In the 4D imaging in this study, the Fourier series expansion is used for the video data to create images showing the distribution of amplitudes $a_n$ and $b_n$ for each frequency component. Then, the 3D distribution of each frequency component is reconstructed by the Elastic Net. The 3D image of each frame is created by substituting the 3D distribution for each frequency component into $a_n$ and $b_n$ expressed by Equation (2) and substituting the time for $t$. By connecting these images in a time series, a 4D image is reconstructed.

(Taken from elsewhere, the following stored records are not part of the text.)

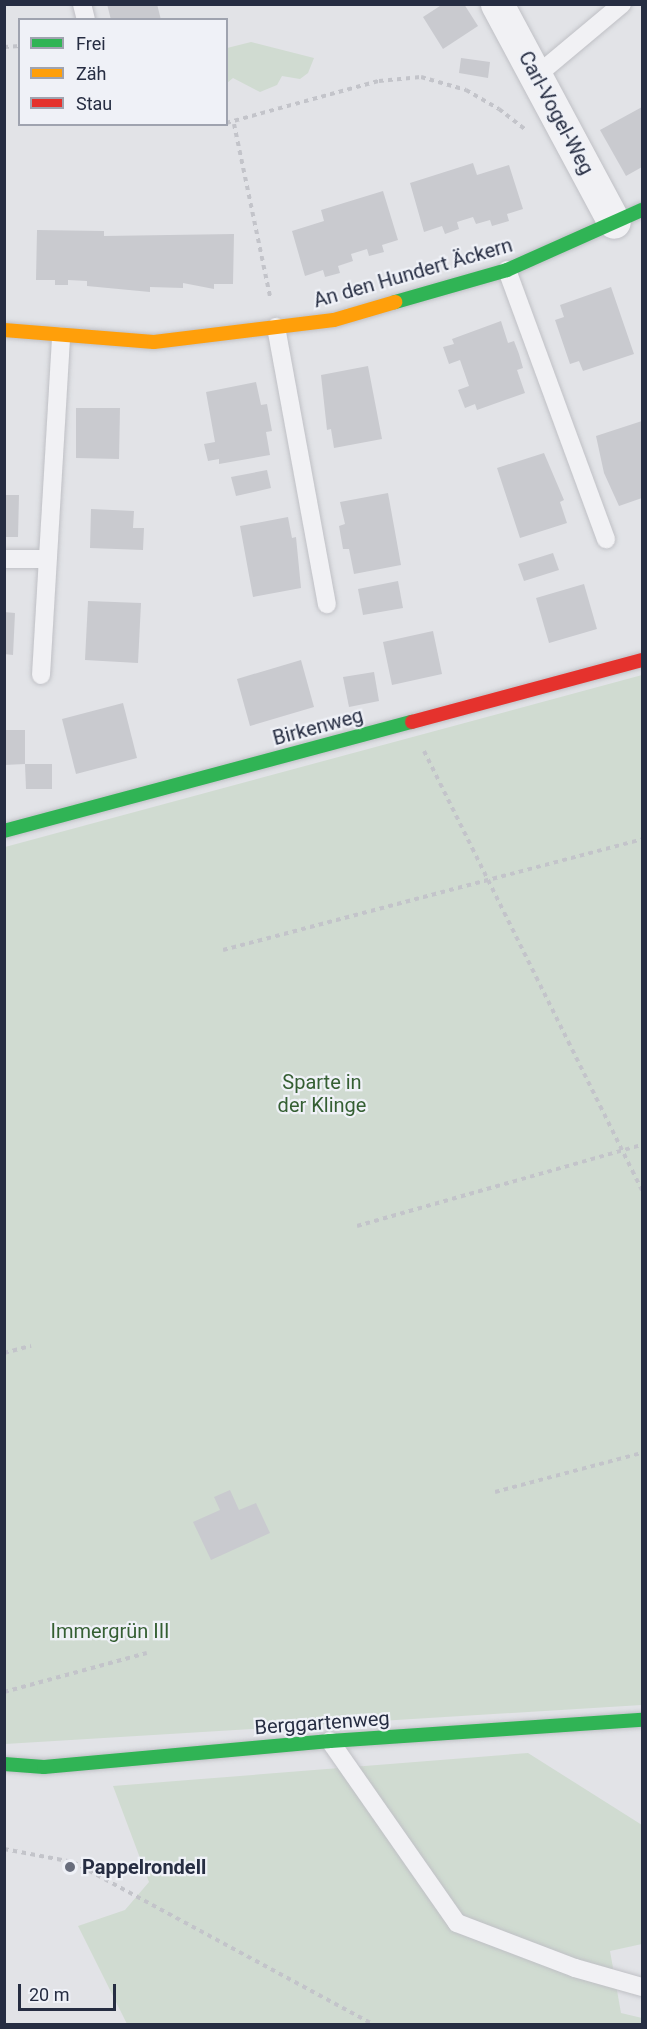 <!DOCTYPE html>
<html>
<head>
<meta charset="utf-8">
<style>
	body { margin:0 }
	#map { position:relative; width:647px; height:2029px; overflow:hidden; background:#e2e3e7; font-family:Roboto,sans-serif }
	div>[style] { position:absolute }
	.green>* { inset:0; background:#d0dbd1 }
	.building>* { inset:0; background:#c9cacf }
	.path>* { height:4px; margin-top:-2px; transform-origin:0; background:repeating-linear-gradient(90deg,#c3c4ca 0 4.5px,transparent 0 9px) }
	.roads { filter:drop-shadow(0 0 2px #bfc0c5) drop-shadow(0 0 2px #bfc0c5) }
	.lane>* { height:18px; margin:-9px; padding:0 9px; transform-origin:9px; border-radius:9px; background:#f1f1f4 }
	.street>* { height:33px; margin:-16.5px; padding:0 16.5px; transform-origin:16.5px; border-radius:16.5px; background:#f1f1f4 }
	.fast>* { height:14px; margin:-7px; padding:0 7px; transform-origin:7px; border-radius:7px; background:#30b455 }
	.slow>* { height:14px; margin:-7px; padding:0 7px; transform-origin:7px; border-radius:7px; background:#ff9f0a }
	.jam>* { height:14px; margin:-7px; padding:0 7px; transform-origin:7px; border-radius:7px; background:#e5322d }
	.dots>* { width:16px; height:16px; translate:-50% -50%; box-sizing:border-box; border:3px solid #eff1f7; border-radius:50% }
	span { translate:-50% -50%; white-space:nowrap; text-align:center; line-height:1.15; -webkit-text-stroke:4.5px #eff1f7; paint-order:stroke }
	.street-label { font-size:20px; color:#262d42 }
	.park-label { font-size:20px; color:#355f33 }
	.poi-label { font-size:20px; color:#262d42; font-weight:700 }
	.left { translate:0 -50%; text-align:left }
	.frame { position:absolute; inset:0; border:6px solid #262d42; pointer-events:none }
	.legend { position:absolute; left:18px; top:18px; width:210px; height:108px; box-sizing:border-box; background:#eff1f7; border:2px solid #9fa3af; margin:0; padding:8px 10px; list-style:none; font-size:18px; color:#262d42 }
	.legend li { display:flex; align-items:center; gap:12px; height:30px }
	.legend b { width:30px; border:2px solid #9fa3af }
	.scale { position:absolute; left:18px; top:1984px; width:98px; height:27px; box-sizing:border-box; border:3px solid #262d42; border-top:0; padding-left:8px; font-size:18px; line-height:21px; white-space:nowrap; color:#262d42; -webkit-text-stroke:4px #eff1f7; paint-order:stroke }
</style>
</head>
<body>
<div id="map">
	<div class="green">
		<div style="clip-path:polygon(251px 42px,314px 58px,308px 73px,300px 79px,282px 76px,277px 85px,260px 92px,233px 78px,227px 83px,227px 48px)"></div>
		<div style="clip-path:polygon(642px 675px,642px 1705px,5px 1744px,5px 847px)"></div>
		<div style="clip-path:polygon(528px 1753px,642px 1825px,642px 1944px,610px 1951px,621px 2013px,642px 2018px,642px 2024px,127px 2024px,78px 1926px,125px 1910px,149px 1882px,113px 1786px)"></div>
	</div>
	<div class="building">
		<div style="clip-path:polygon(107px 4px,157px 4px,161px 20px,111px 20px)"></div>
		<div style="clip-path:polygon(443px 4px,464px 4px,478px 26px,443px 49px,423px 17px)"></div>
		<div style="clip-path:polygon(461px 58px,490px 62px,488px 78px,459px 73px)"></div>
		<div style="clip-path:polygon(642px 107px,642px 167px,626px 176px,600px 130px)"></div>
		<div style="clip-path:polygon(473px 163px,477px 175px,509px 165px,523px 209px,507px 214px,509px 221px,492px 226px,490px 220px,476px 224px,473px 217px,457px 222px,459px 229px,445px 234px,442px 226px,424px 232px,410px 183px)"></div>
		<div style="clip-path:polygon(383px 191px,398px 240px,382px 245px,384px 252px,369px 256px,367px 249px,351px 254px,353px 261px,338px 266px,340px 273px,325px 277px,323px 270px,305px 276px,292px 231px,324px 221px,321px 210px)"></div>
		<div style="clip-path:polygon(37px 230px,104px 231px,104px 236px,234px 234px,233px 284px,214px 284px,214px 289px,183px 283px,183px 288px,150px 287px,150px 292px,87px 286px,87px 281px,68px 280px,68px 285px,55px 285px,55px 280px,36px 280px)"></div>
		<div style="clip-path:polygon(611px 287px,634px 354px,583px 371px,579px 361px,570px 364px,555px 320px,564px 317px,560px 305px)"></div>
		<div style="clip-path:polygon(501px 321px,508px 343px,514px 341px,519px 354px,523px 368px,517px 370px,525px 393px,477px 410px,475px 404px,465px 408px,458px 390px,469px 386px,460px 360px,449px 364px,443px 347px,454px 344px,452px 339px)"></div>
		<div style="clip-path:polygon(368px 366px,382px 439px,334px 448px,331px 429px,327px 430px,321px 375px)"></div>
		<div style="clip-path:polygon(256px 382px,261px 405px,267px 404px,272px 431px,266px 432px,270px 455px,219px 464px,219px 459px,208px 461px,204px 444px,215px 442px,206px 392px)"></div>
		<div style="clip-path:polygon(76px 408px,120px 408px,119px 459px,76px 458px)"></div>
		<div style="clip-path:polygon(642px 421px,642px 498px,619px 506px,604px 473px,596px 436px)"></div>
		<div style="clip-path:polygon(544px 453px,564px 500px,560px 502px,567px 523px,520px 538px,497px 468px)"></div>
		<div style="clip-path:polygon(267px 470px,271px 488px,236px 496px,231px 477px)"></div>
		<div style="clip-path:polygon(388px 493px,401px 565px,354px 574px,349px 549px,343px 549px,339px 526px,345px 524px,340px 502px)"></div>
		<div style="clip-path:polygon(5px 495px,19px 495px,18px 537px,5px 537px)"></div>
		<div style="clip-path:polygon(91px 509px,134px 511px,133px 528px,144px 528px,143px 550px,90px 548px)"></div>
		<div style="clip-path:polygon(288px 517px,292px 538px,296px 537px,301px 588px,253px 597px,240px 526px)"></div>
		<div style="clip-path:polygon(553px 553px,559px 570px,524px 581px,518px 564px)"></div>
		<div style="clip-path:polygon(398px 581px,403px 608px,363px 615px,358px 589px)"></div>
		<div style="clip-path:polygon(584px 584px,597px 629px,549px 643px,536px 598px)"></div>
		<div style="clip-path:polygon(88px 601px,141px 603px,138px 663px,85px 660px)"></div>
		<div style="clip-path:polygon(4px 612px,15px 613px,13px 655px,4px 654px)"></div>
		<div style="clip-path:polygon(433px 631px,442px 674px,392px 685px,383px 642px)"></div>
		<div style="clip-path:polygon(301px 660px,314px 707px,250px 726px,237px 679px)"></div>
		<div style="clip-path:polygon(374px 672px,379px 701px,349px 707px,343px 677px)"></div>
		<div style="clip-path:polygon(123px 703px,137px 758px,76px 774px,62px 719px)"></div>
		<div style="clip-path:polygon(4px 730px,25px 730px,25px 764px,4px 765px)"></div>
		<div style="clip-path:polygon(25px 764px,52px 764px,52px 789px,26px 789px)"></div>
		<div style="clip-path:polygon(230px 1490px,239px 1510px,256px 1503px,270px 1533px,211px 1560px,193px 1522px,220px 1510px,214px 1497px)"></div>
	</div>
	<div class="path">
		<div style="left:4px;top:47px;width:16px;rotate:-4deg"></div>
		<div style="left:226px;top:123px;width:159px;rotate:-15.4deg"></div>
		<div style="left:379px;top:81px;width:42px;rotate:-5.4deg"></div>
		<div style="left:421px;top:77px;width:47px;rotate:16.1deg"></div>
		<div style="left:466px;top:90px;width:38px;rotate:30deg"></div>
		<div style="left:499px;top:109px;width:34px;rotate:38deg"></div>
		<div style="left:234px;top:124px;width:176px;rotate:78.2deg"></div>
		<div style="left:424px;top:751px;width:491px;rotate:63.6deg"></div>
		<div style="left:223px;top:950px;width:433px;rotate:-14.8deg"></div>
		<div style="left:357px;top:1226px;width:296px;rotate:-15.9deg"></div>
		<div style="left:4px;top:1353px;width:28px;rotate:-15deg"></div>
		<div style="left:495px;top:1492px;width:152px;rotate:-14.9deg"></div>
		<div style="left:4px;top:1692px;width:148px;rotate:-15.3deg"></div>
		<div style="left:4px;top:1849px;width:70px;rotate:10.7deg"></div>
		<div style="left:73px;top:1862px;width:341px;rotate:28.4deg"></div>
	</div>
	<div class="roads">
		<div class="lane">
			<div style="left:82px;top:4px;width:16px;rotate:76deg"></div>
			<div style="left:536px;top:76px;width:112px;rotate:-39.9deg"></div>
			<div style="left:507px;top:270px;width:287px;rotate:69.8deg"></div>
			<div style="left:276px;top:327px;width:282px;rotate:79.6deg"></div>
			<div style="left:4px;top:559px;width:43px"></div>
			<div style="left:41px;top:675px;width:339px;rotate:-86.6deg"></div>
			<div style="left:330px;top:1741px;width:222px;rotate:55.1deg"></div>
			<div style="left:457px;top:1923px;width:126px;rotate:20.9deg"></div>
			<div style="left:575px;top:1968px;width:70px;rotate:15.8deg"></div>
		</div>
		<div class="street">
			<div style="left:497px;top:4px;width:247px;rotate:61.8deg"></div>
		</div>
		<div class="fast">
			<div style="left:395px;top:302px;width:116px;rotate:-15.9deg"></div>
			<div style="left:507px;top:270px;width:148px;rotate:-24deg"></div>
			<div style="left:4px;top:831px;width:422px;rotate:-15deg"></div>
			<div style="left:4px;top:1764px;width:40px;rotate:4.3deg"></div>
			<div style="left:44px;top:1767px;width:287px;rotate:-5.2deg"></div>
			<div style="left:330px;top:1741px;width:313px;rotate:-3.9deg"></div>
		</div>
		<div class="slow">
			<div style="left:4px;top:330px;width:150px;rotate:4.6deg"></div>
			<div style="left:154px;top:342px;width:181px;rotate:-7deg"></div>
			<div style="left:334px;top:320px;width:64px;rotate:-16.4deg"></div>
		</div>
		<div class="jam">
			<div style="left:412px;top:722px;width:238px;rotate:-15.1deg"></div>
		</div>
	</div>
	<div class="dots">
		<div style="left:70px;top:1867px;background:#686d7c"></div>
	</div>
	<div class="street-label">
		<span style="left:556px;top:113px;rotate:62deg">Carl-Vogel-Weg</span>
		<span style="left:413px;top:273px;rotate:-16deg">An den Hundert Äckern</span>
		<span style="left:318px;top:727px;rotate:-15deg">Birkenweg</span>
		<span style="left:322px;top:1723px;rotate:-4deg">Berggartenweg</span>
	</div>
	<div class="park-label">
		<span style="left:322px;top:1094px">Sparte in<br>der Klinge</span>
		<span style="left:110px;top:1631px">Immergrün III</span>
	</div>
	<div class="poi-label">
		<span class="left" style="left:82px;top:1867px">Pappelrondell</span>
	</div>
	<div class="frame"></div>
	<ul class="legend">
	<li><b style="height:8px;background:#30b455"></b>Frei</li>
	<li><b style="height:8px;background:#ff9f0a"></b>Zäh</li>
	<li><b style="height:8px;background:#e5322d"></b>Stau</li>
	</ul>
	<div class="scale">20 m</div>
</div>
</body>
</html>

3. Reconstruction Simulation

3.1. Numerical Simulation of Leakage Gas Flow

Figure 1 shows a schematic of a 3D simulation of a gas jet. The simulation condition is that methane gas is jetting upward from the center of the 3D space. The gas flow rate is 10 L/min, the wind direction is parallel to the z-axis, and the wind speed is 1 m/s. Here, 4D imaging is performed in this 3D space using data captured with cameras from four directions. The distance between the gas leak source and the camera is 30 m. The camera is positioned on the z-axis extension from the gas leak source, and the angle is 0°. First, 2D images are obtained by projecting the simulated 3D image in four directions at 45° increments. Figure 2a–d show 8-bit images from 0°, 45°, 90°, and 135°, respectively, obtained from the simulation. The 2D video is 30 frames/s, with a size of 100 × 100 pixels. The pixel size of the infrared image is 40 mm/pixel.

3.2. 4D Reconstruction

Based on the simulation images in four directions, the 4D imaging results are shown in Figure 3 under the following conditions: n = 0~5 for the order of the Fourier series expansion used for image reconstruction, and α = 0.1 for the Elastic Net. The termination condition is that the difference of the updated values is less than or equal to ${10}^{-2}$ or the number of iterations is ${10}^5$ times. The solution was calculated using the glmnet library in the R language, and the regularization parameter λ was calculated for each cross-section using the cv.glmnet function in the same library [3]. It is seen from Figure 3 that artifacts caused by calculation errors are reduced due to the L1 norm sparsification, and the region where gas is present is appropriately reconstructed. It is also clear that the shape and movement of the gas can be captured even when the frequency components used in the reconstruction are limited. By limiting the components, the computation time for reconstruction was drastically reduced. Although omitted due to page number limitation, 4D reconstruction was possible from images projected from two and three directions.

4. Conclusions

In order to prevent explosions and fires caused by leaking gas, it is necessary to develop remote and wide-range gas leak monitoring systems. We proposed a frequency slicing 4D reconstruction method that represents a 3D spatial plus time-series gas cloud though inverse tomography analysis of infrared data from multiple optical paths. By combining the Fourier analysis and the Elastic Net, we succeeded in implementing 4D imaging of leaking gas from infrared images taken from four directions. Artifacts are reduced and the computation time is significantly reduced.